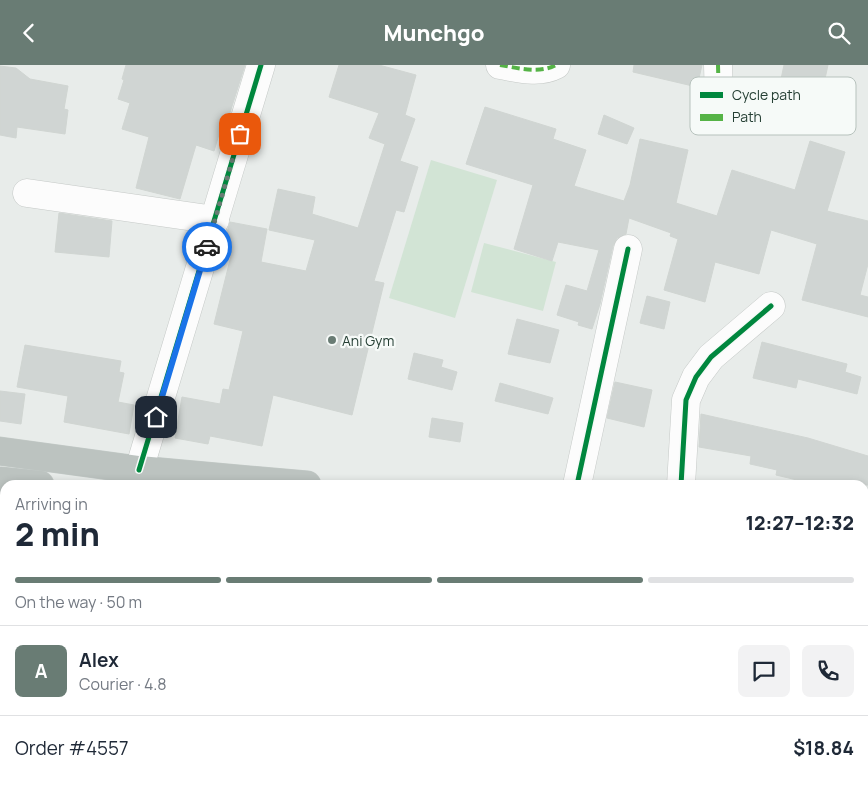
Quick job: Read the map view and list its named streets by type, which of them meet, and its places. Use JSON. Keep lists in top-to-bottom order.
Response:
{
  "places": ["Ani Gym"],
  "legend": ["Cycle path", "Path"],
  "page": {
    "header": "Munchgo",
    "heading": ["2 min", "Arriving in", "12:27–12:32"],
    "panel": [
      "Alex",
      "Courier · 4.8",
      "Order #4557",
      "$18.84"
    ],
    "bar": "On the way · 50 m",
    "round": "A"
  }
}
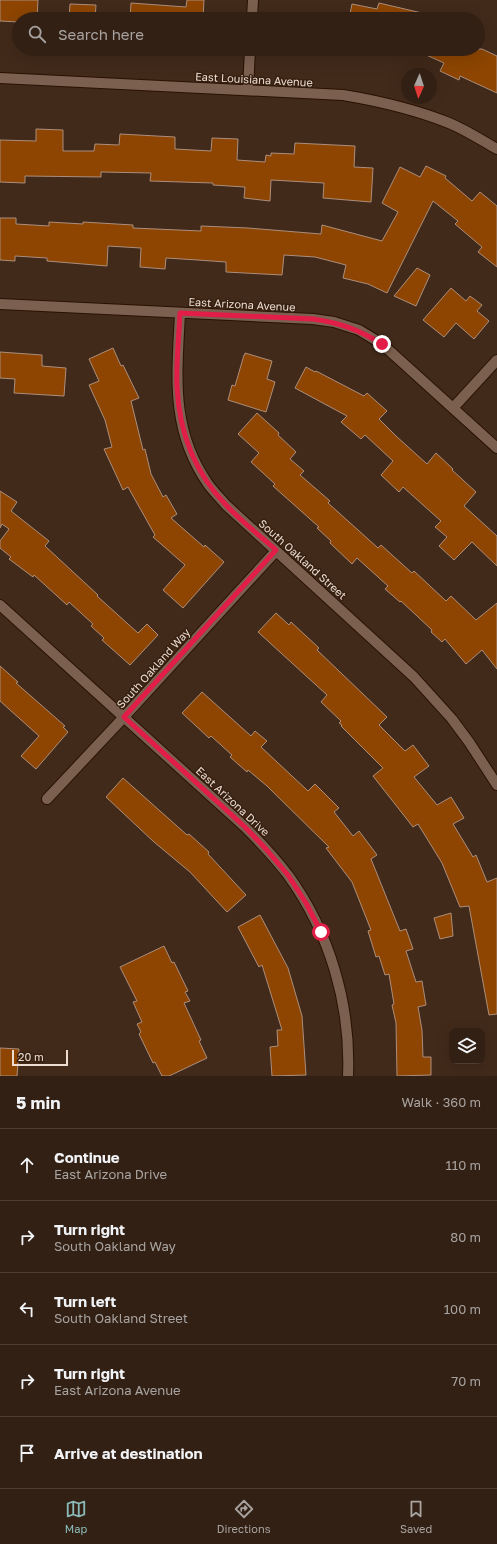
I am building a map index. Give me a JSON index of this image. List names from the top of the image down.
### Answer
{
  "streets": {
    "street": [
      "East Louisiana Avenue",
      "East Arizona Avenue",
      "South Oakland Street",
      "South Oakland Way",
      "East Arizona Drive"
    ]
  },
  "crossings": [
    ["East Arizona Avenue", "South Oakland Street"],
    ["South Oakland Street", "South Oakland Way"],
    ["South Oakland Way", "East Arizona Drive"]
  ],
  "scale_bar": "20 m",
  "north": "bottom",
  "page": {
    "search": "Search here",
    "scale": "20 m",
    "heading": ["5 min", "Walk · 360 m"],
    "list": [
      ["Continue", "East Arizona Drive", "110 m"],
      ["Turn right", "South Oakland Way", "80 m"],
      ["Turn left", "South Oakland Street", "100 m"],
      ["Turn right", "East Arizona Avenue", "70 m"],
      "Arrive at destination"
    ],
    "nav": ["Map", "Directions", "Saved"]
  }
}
---
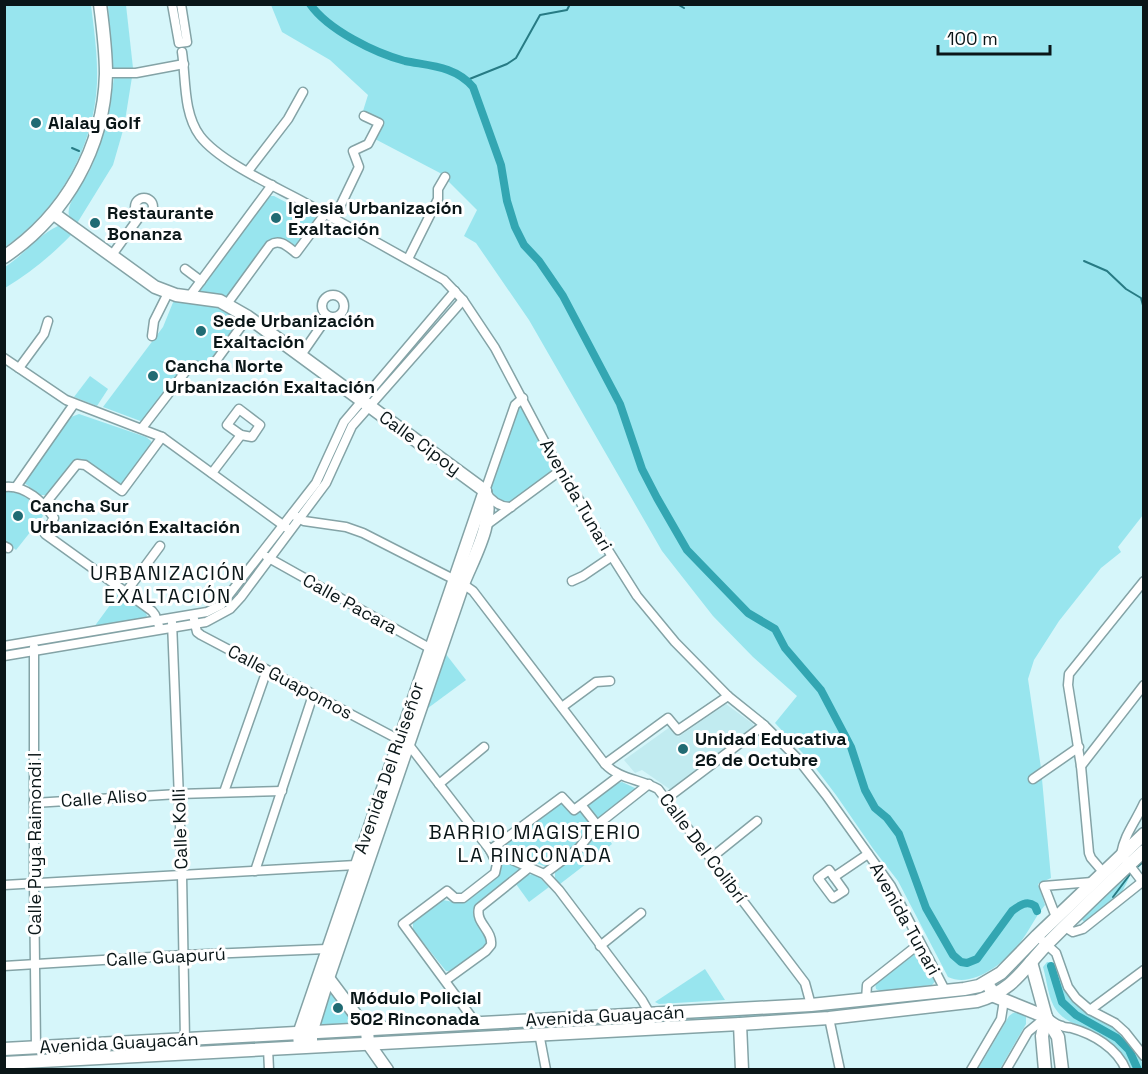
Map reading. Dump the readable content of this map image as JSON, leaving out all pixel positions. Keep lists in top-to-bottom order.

[Work instructions] In the entries above, which lines run from the one with "Quick job: Read" up to and including the one with "I am building"? Write them out exactly, without the pictures.

[Written response]
Quick job: Read the map view and list its named streets by type, which of them meet, and its places. Use JSON. Keep lists in top-to-bottom order.
Response:
{
  "places": ["Ani Gym"],
  "legend": ["Cycle path", "Path"],
  "page": {
    "header": "Munchgo",
    "heading": ["2 min", "Arriving in", "12:27–12:32"],
    "panel": [
      "Alex",
      "Courier · 4.8",
      "Order #4557",
      "$18.84"
    ],
    "bar": "On the way · 50 m",
    "round": "A"
  }
}
I am building a map index. Give me a JSON index of this image. List names from the top of the image down.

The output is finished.